R for Cancer Bioinformatics

Decoding Cancer: TCGA Data Analysis with R

🧑 Instructor: Md. Jubayer Hossain
🗓 July 5, 2024 - July 6, 2024 | 9:30 am - 12:30pm (Bangladesh Time)
🏨 Medium - Zoom
💥 Register with Google Forms
💥 Registration Fee: 1020BDT (for students), 1530BDT (for professionals)
📝 To join private Telegram group for the course, follow instructions in the email you received after registration.

Welcome!

The TCGA Data Analysis with R course is designed to equip participants with the knowledge and skills necessary to effectively analyze and interpret data from The Cancer Genome Atlas (TCGA) using the R programming language. TCGA is a valuable resource for cancer researchers, providing comprehensive genomic and clinical data on various cancer types. This course will cover essential concepts, tools, and techniques for data preprocessing, exploratory data analysis, differential gene expression analysis, survival analysis, and data visualization using R. Participants will gain hands-on experience by working with real TCGA datasets and will learn to derive meaningful insights from complex cancer genomics data.

Learning Objectives

  • Master the Fundamentals of R: Gain proficiency in basic R programming essential for bioinformatics workflows.

  • Perform Data Wrangling with R: Learn to manipulate and prepare large datasets for analysis using R.

  • Utilize TCGAbiolinks: Develop skills to efficiently download and manage genomic data from the GDC portal using TCGAbiolinks.

  • Analyze Somatic Mutations with maftools: Acquire the ability to conduct comprehensive somatic mutation analysis using the maftools package.

  • Conduct Pan-Cancer Downstream Analysis: Explore methods for multi-cancer comparative studies, focusing on BRCA and Low-Grade Glioma (LGG).

  • Integrate Multi-Omic Data: Learn techniques to integrate methylation and expression data, with a focus on Adrenocortical Carcinoma (ACC).

  • Apply the ELMER Pipeline: Implement the ELMER pipeline for integrative analysis of DNA methylation and gene expression, particularly in Kidney Renal Clear Cell Carcinoma (KIRC).

Pre-requisites

Course Format

The course will be delivered through a combination of lectures, hands-on practical sessions, and interactive discussions. Participants will have access to real TCGA datasets and will be guided through step-by-step analysis using R. Additionally, participants will be provided with relevant learning resources, including code examples and data repositories, to support their learning outside the course hours.

What you’ll learn?

Case Study 1: Pan Cancer Downstream Analysis BRCA

In this case study, we will delve into the world of bioinformatics and cancer research by performing a downstream analysis of the BRCA (Breast Invasive Carcinoma) cancer dataset from the Pan Cancer Atlas. Our primary focus will be on utilizing R programming and basic concepts of bioinformatics and data analysis to gain insights into this specific cancer type.

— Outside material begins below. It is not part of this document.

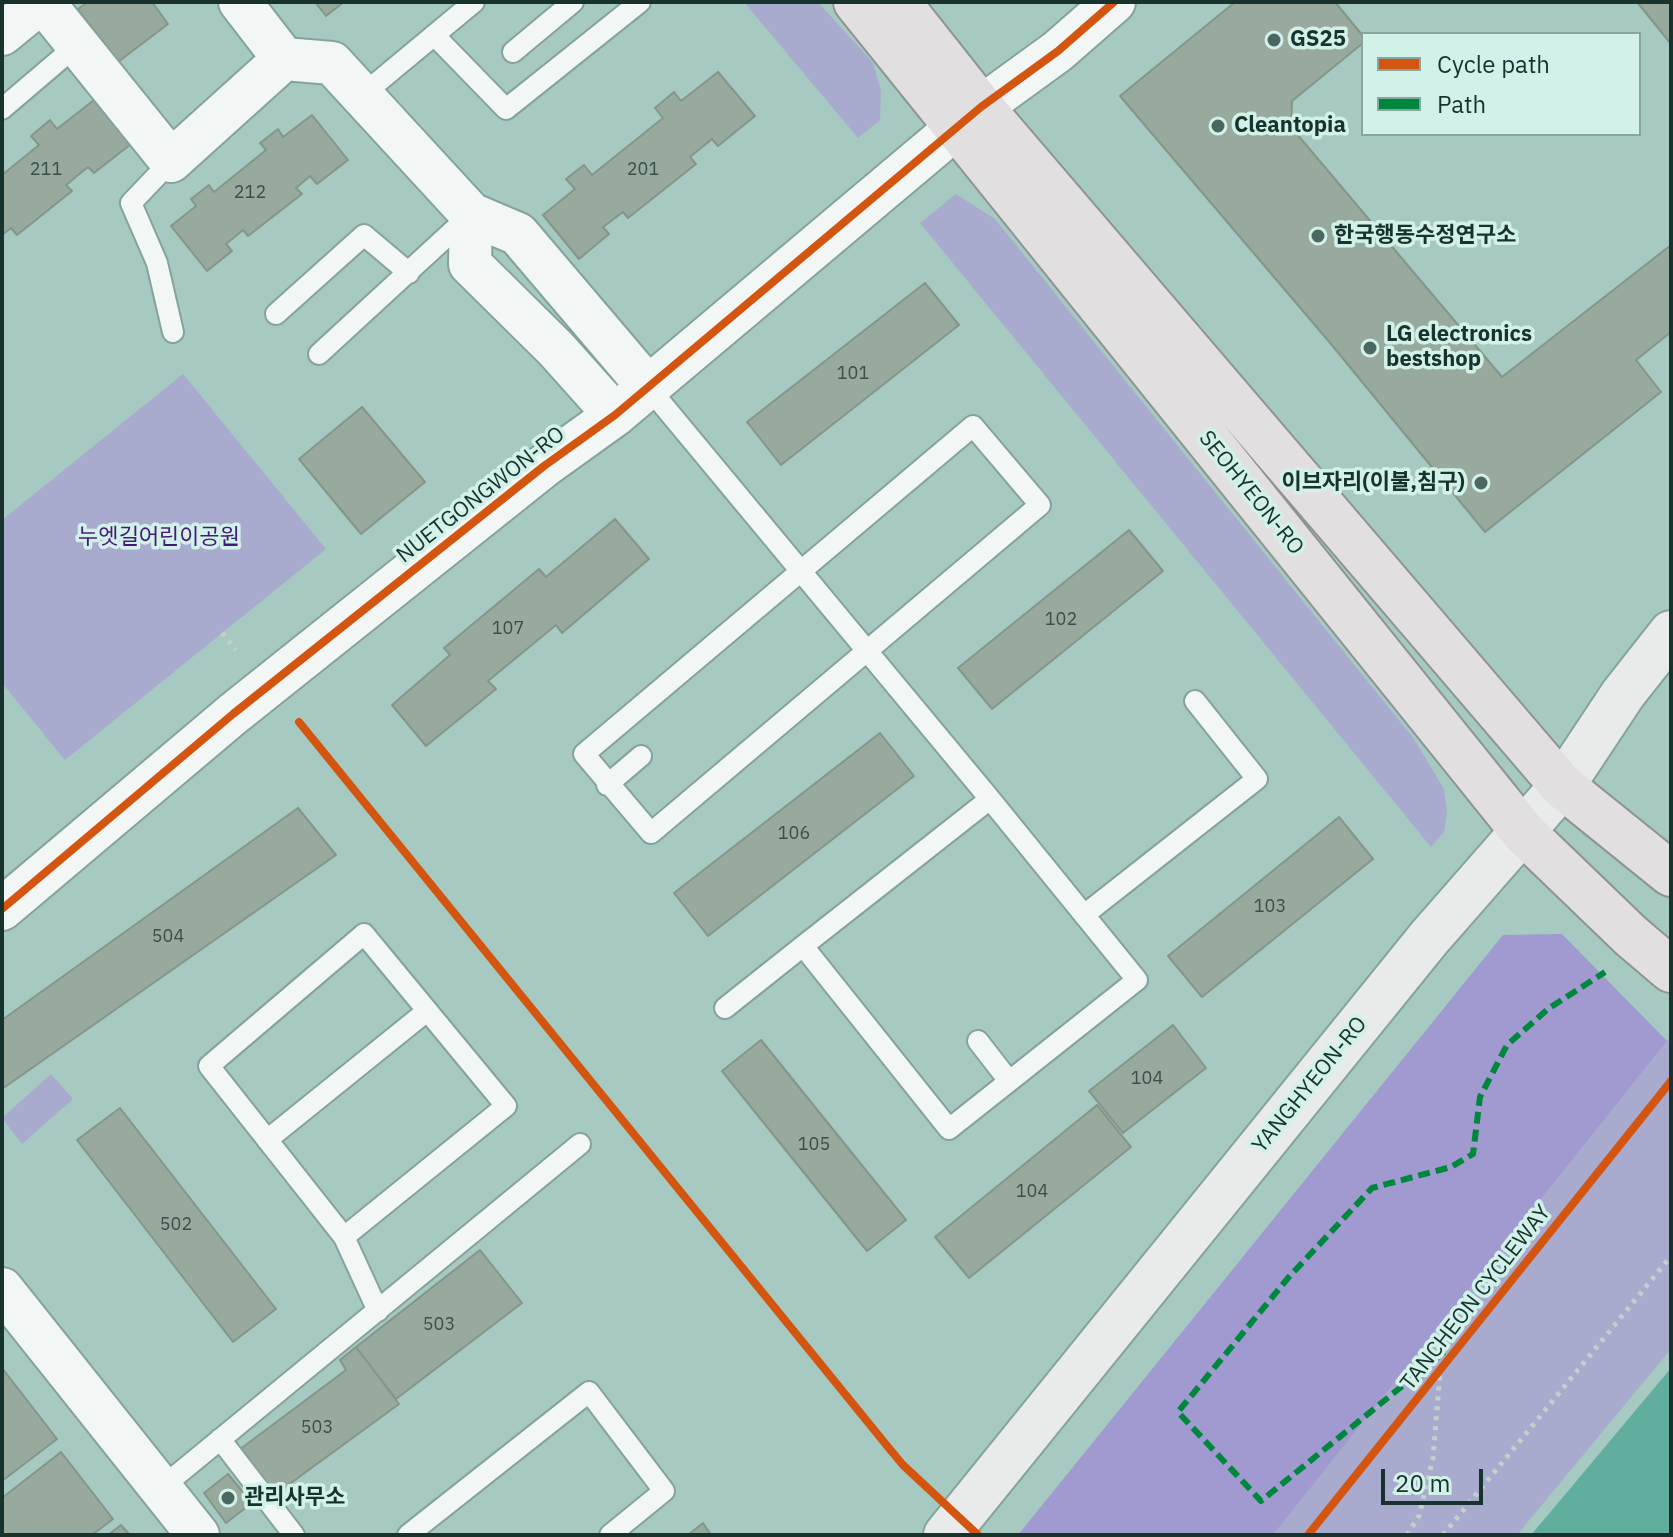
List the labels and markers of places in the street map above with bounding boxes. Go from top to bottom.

Case Study 2: Pan Cancer Downstream Analysis of LGG (Low-Grade Glioma)

In this case study, we will embark on a bioinformatics journey to analyze the LGG (Low-Grade Glioma) cancer dataset from the Pan Cancer Atlas. Our focus will be on utilizing R programming and basic bioinformatics concepts to gain valuable insights into the genetic and molecular characteristics of LGG.

Case Study 3: Integration of Methylation and Expression Data for Adrenocortical Carcinoma (ACC)

In this case study, we will dive into the field of bioinformatics and cancer research by exploring the integration of methylation and gene expression data for Adrenocortical Carcinoma (ACC). ACC is a rare and aggressive cancer that originates in the adrenal cortex. Our primary focus will be on utilizing R programming to integrate these two types of data and gain deeper insights into the molecular characteristics of ACC.

Case Study 4: ELMER Pipeline for Integrative Analysis of DNA Methylation and Gene Expression in Kidney Renal Clear Cell Carcinoma (KIRC)

In this case study, we will delve into the world of bioinformatics and cancer research by exploring the ELMER (Enhancer Linking by Methylation/Expression Relationships) pipeline for integrative analysis of DNA methylation and gene expression data in Kidney Renal Clear Cell Carcinoma (KIRC). KIRC is the most common type of kidney cancer, and understanding the epigenetic regulation of gene expression in this cancer can provide valuable insights into its molecular mechanisms.